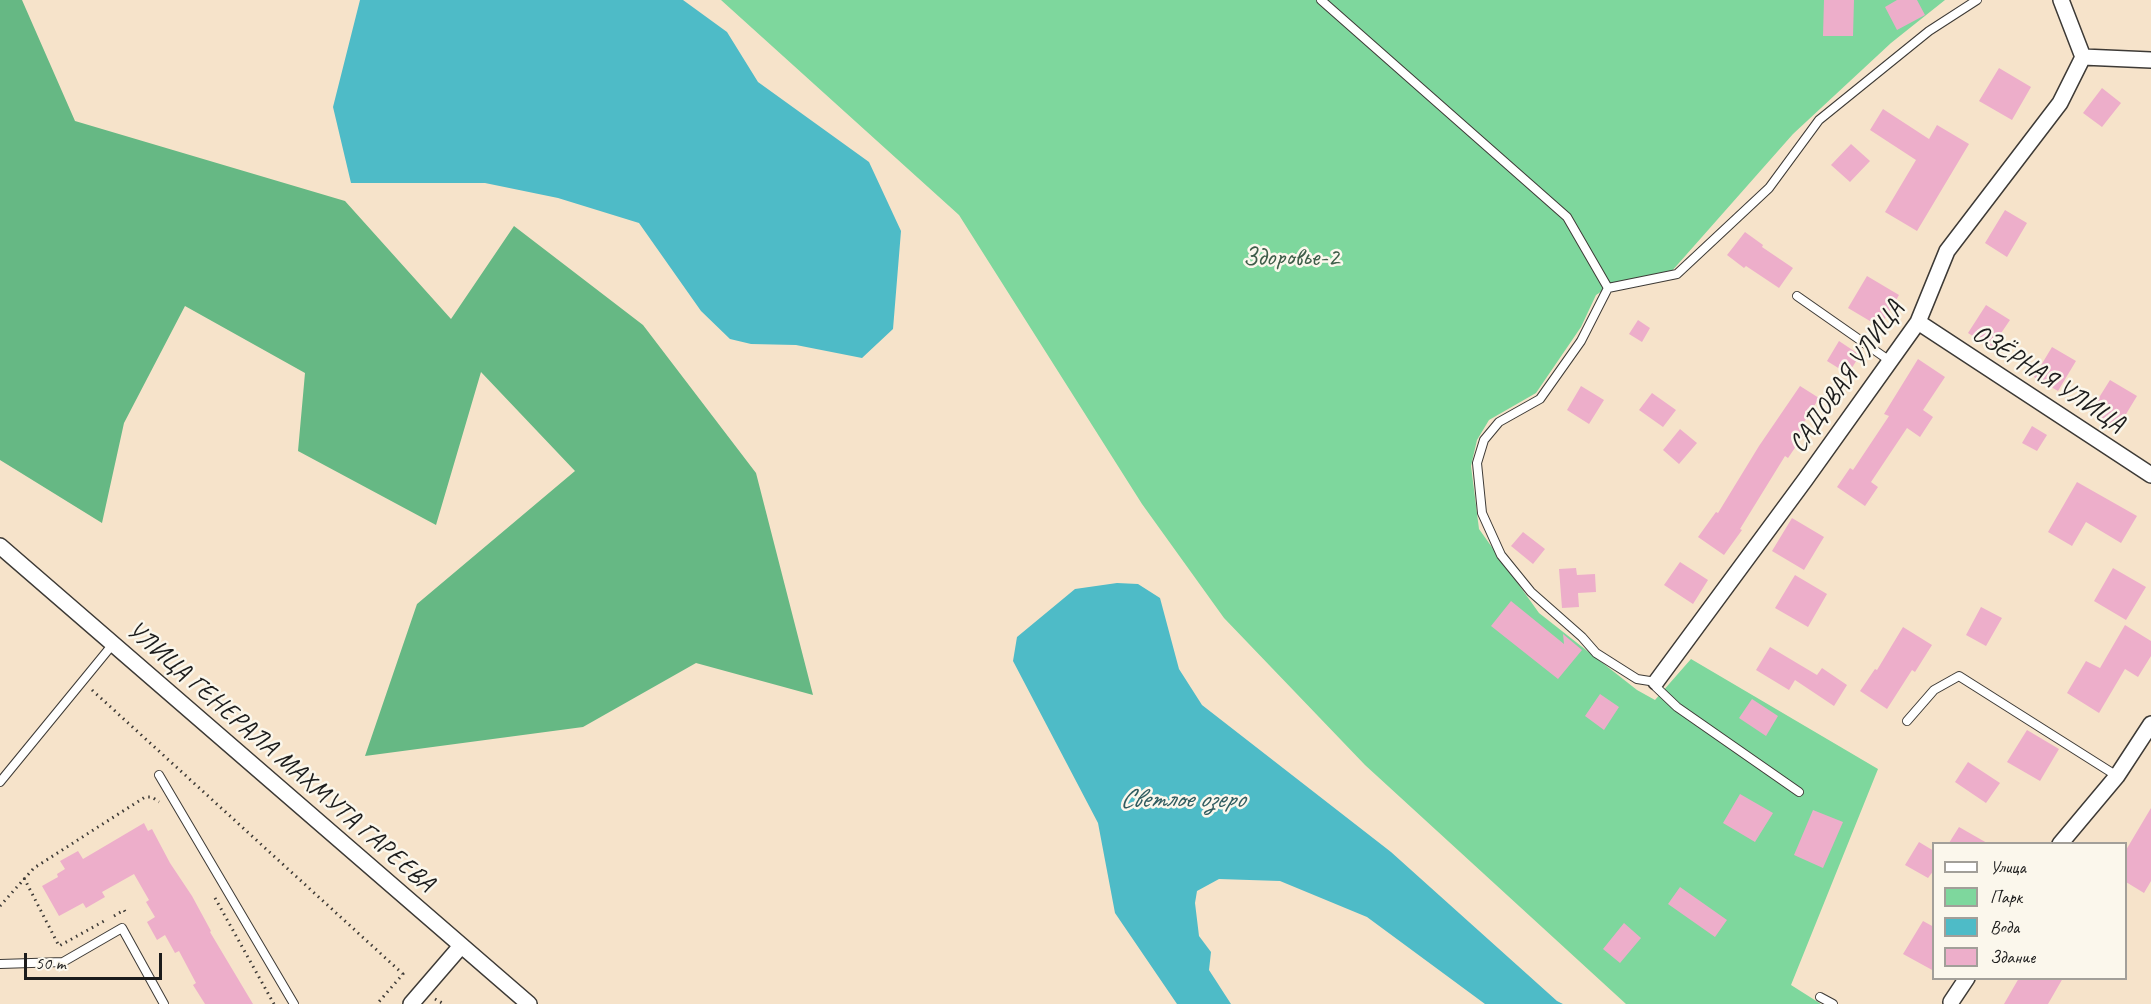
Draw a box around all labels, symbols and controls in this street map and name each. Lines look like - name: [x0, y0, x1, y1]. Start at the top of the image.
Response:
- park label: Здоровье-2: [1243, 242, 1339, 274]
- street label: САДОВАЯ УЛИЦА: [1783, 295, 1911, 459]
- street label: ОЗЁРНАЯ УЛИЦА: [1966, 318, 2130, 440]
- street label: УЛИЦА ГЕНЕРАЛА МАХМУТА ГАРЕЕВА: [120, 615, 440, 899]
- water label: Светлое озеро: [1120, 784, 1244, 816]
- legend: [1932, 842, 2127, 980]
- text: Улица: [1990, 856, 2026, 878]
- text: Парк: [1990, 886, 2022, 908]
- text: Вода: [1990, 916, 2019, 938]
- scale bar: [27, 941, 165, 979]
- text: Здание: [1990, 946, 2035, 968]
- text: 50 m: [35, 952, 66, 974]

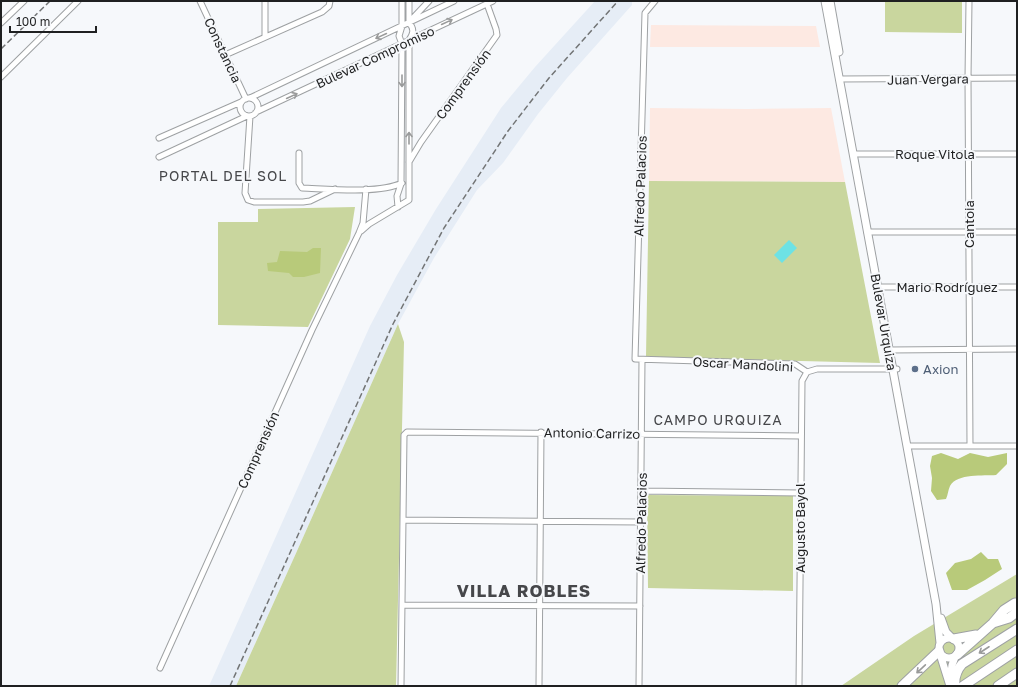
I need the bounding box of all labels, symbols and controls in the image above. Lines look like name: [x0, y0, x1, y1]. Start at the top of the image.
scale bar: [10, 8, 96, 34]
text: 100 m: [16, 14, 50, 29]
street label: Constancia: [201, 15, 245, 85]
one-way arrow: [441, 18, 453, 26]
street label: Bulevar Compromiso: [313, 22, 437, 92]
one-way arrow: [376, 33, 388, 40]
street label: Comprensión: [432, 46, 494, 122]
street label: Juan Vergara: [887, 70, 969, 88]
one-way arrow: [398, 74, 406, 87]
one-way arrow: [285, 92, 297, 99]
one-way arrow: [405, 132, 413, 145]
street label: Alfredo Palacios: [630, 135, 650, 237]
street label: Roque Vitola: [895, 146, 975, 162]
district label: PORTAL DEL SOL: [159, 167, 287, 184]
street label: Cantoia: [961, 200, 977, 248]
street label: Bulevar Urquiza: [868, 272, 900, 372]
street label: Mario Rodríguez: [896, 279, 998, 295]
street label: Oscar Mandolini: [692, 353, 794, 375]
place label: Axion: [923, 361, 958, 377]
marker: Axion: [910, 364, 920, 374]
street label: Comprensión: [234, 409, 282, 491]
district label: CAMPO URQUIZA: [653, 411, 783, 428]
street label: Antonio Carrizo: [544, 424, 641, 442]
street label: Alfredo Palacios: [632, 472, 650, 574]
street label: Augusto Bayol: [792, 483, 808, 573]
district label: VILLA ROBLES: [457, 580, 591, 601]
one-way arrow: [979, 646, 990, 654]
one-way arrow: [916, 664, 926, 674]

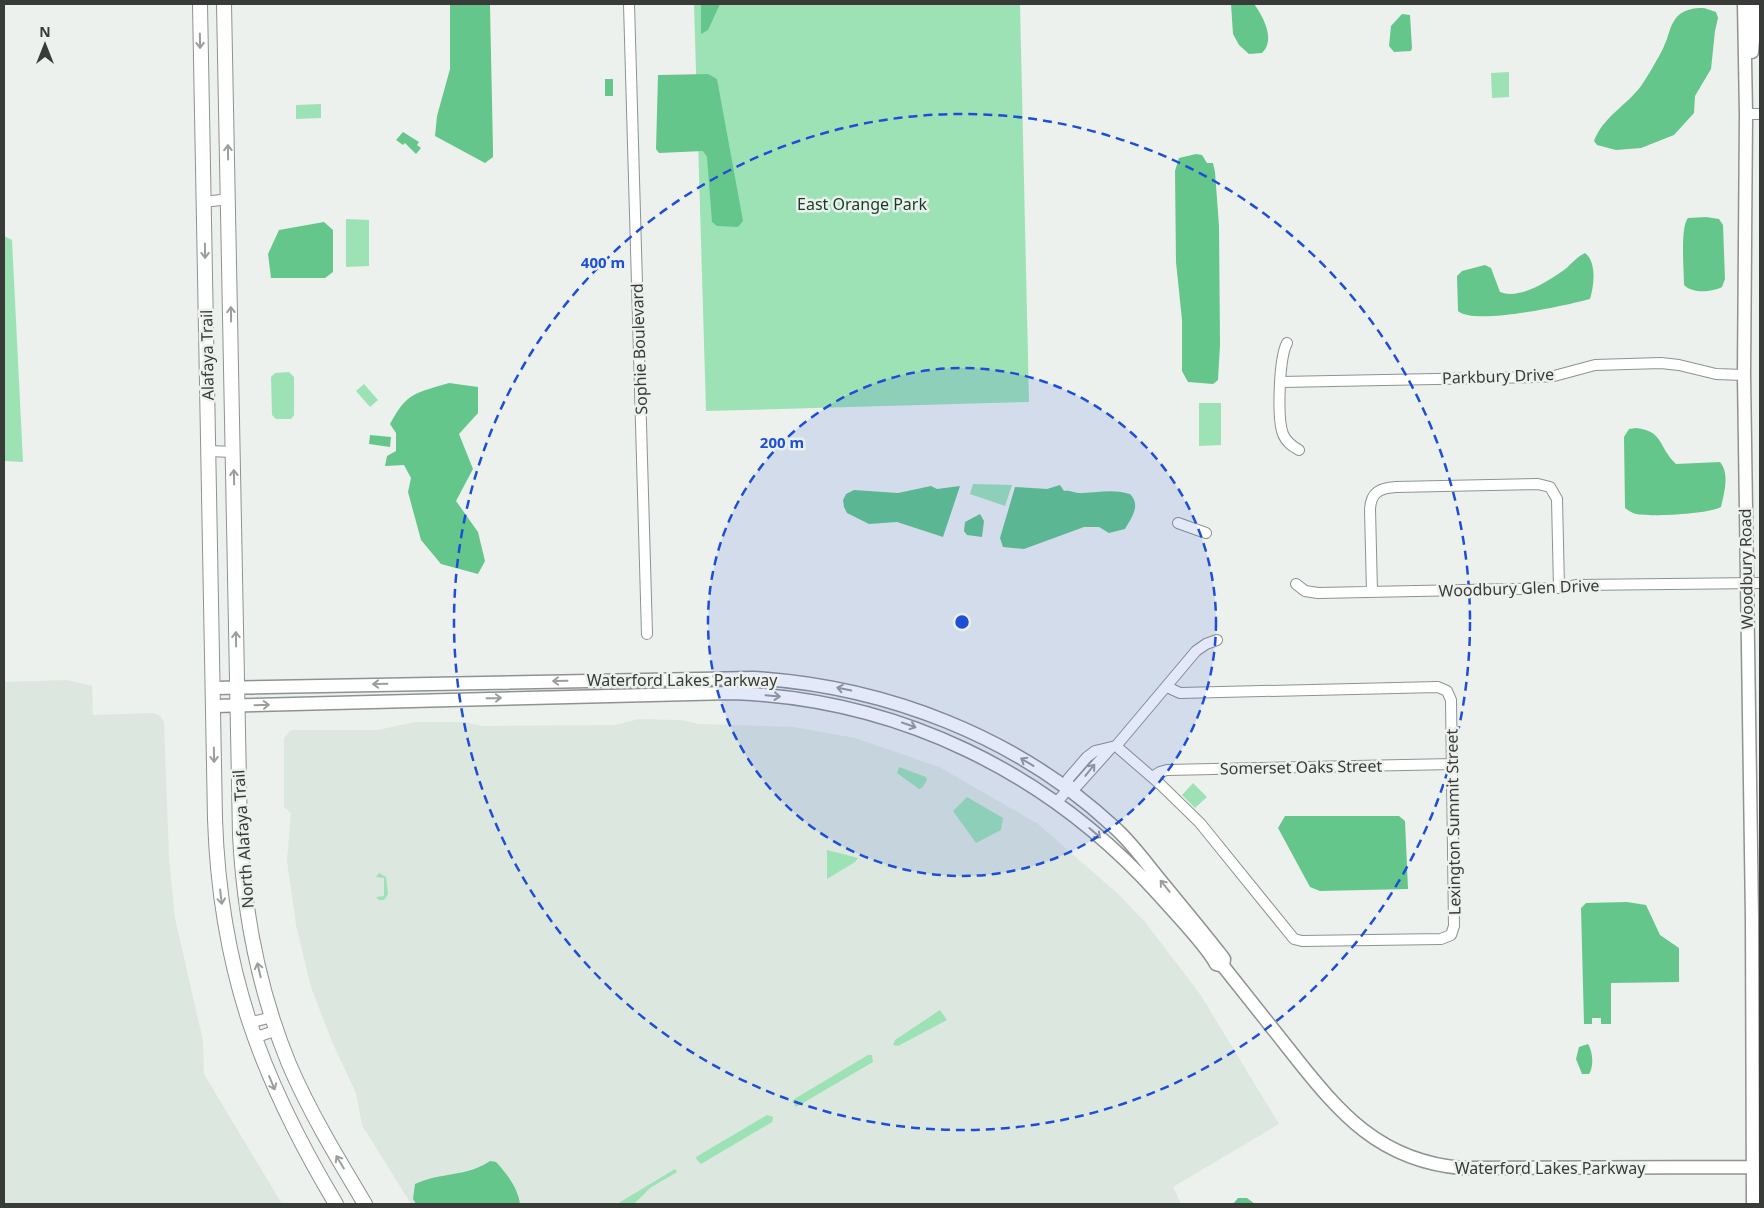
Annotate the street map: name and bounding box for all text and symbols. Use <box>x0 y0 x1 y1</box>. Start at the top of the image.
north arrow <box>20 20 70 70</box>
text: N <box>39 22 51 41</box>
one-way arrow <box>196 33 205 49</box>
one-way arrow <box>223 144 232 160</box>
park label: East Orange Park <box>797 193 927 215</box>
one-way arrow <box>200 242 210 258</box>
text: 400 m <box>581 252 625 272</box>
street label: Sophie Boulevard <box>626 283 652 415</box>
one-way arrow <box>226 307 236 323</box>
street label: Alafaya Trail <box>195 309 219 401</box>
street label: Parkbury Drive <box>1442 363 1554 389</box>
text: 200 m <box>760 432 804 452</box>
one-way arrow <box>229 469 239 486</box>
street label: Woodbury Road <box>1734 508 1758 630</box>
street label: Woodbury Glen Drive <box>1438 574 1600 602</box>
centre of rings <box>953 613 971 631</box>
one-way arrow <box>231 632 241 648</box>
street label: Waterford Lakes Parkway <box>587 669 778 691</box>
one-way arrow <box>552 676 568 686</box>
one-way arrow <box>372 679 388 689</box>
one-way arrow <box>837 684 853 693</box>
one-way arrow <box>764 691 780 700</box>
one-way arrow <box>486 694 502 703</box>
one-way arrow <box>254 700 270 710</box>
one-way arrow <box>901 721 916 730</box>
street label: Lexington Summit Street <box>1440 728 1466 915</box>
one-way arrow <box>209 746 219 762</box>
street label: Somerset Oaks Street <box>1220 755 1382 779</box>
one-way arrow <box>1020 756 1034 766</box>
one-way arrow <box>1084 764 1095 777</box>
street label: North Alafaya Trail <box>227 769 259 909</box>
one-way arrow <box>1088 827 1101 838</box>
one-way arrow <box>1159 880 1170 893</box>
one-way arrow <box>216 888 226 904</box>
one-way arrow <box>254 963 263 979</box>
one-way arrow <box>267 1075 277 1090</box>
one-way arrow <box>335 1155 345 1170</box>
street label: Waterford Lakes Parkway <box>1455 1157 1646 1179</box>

--------

## Your goal
In the copy, include every record exactly and no pictures at all.

## Solution
Draw a box around all labels, symbols and controls in this street map and name each. Lines look like - name: [x0, y0, x1, y1]. Start at the top of the image.
Response:
- park label: Здоровье-2: [1243, 242, 1339, 274]
- street label: САДОВАЯ УЛИЦА: [1783, 295, 1911, 459]
- street label: ОЗЁРНАЯ УЛИЦА: [1966, 318, 2130, 440]
- street label: УЛИЦА ГЕНЕРАЛА МАХМУТА ГАРЕЕВА: [120, 615, 440, 899]
- water label: Светлое озеро: [1120, 784, 1244, 816]
- legend: [1932, 842, 2127, 980]
- text: Улица: [1990, 856, 2026, 878]
- text: Парк: [1990, 886, 2022, 908]
- text: Вода: [1990, 916, 2019, 938]
- scale bar: [27, 941, 165, 979]
- text: Здание: [1990, 946, 2035, 968]
- text: 50 m: [35, 952, 66, 974]

I need the bounding box of all labels, symbols and controls in the image above. Lines look like name: [x0, y0, x1, y1]. Start at the top of the image.
scale bar: [10, 8, 96, 34]
text: 100 m: [16, 14, 50, 29]
street label: Constancia: [201, 15, 245, 85]
one-way arrow: [441, 18, 453, 26]
street label: Bulevar Compromiso: [313, 22, 437, 92]
one-way arrow: [376, 33, 388, 40]
street label: Comprensión: [432, 46, 494, 122]
street label: Juan Vergara: [887, 70, 969, 88]
one-way arrow: [398, 74, 406, 87]
one-way arrow: [285, 92, 297, 99]
one-way arrow: [405, 132, 413, 145]
street label: Alfredo Palacios: [630, 135, 650, 237]
street label: Roque Vitola: [895, 146, 975, 162]
district label: PORTAL DEL SOL: [159, 167, 287, 184]
street label: Cantoia: [961, 200, 977, 248]
street label: Bulevar Urquiza: [868, 272, 900, 372]
street label: Mario Rodríguez: [896, 279, 998, 295]
street label: Oscar Mandolini: [692, 353, 794, 375]
place label: Axion: [923, 361, 958, 377]
marker: Axion: [910, 364, 920, 374]
street label: Comprensión: [234, 409, 282, 491]
district label: CAMPO URQUIZA: [653, 411, 783, 428]
street label: Antonio Carrizo: [544, 424, 641, 442]
street label: Alfredo Palacios: [632, 472, 650, 574]
street label: Augusto Bayol: [792, 483, 808, 573]
district label: VILLA ROBLES: [457, 580, 591, 601]
one-way arrow: [979, 646, 990, 654]
one-way arrow: [916, 664, 926, 674]

Annotate the street map: name and bounding box for all text and symbols. Use <box>x0 y0 x1 y1</box>. Start at the top of the image.
north arrow <box>20 20 70 70</box>
text: N <box>39 22 51 41</box>
one-way arrow <box>196 33 205 49</box>
one-way arrow <box>223 144 232 160</box>
park label: East Orange Park <box>797 193 927 215</box>
one-way arrow <box>200 242 210 258</box>
text: 400 m <box>581 252 625 272</box>
street label: Sophie Boulevard <box>626 283 652 415</box>
one-way arrow <box>226 307 236 323</box>
street label: Alafaya Trail <box>195 309 219 401</box>
street label: Parkbury Drive <box>1442 363 1554 389</box>
text: 200 m <box>760 432 804 452</box>
one-way arrow <box>229 469 239 486</box>
street label: Woodbury Road <box>1734 508 1758 630</box>
street label: Woodbury Glen Drive <box>1438 574 1600 602</box>
centre of rings <box>953 613 971 631</box>
one-way arrow <box>231 632 241 648</box>
street label: Waterford Lakes Parkway <box>587 669 778 691</box>
one-way arrow <box>552 676 568 686</box>
one-way arrow <box>372 679 388 689</box>
one-way arrow <box>837 684 853 693</box>
one-way arrow <box>764 691 780 700</box>
one-way arrow <box>486 694 502 703</box>
one-way arrow <box>254 700 270 710</box>
one-way arrow <box>901 721 916 730</box>
street label: Lexington Summit Street <box>1440 728 1466 915</box>
one-way arrow <box>209 746 219 762</box>
street label: Somerset Oaks Street <box>1220 755 1382 779</box>
one-way arrow <box>1020 756 1034 766</box>
one-way arrow <box>1084 764 1095 777</box>
street label: North Alafaya Trail <box>227 769 259 909</box>
one-way arrow <box>1088 827 1101 838</box>
one-way arrow <box>1159 880 1170 893</box>
one-way arrow <box>216 888 226 904</box>
one-way arrow <box>254 963 263 979</box>
one-way arrow <box>267 1075 277 1090</box>
one-way arrow <box>335 1155 345 1170</box>
street label: Waterford Lakes Parkway <box>1455 1157 1646 1179</box>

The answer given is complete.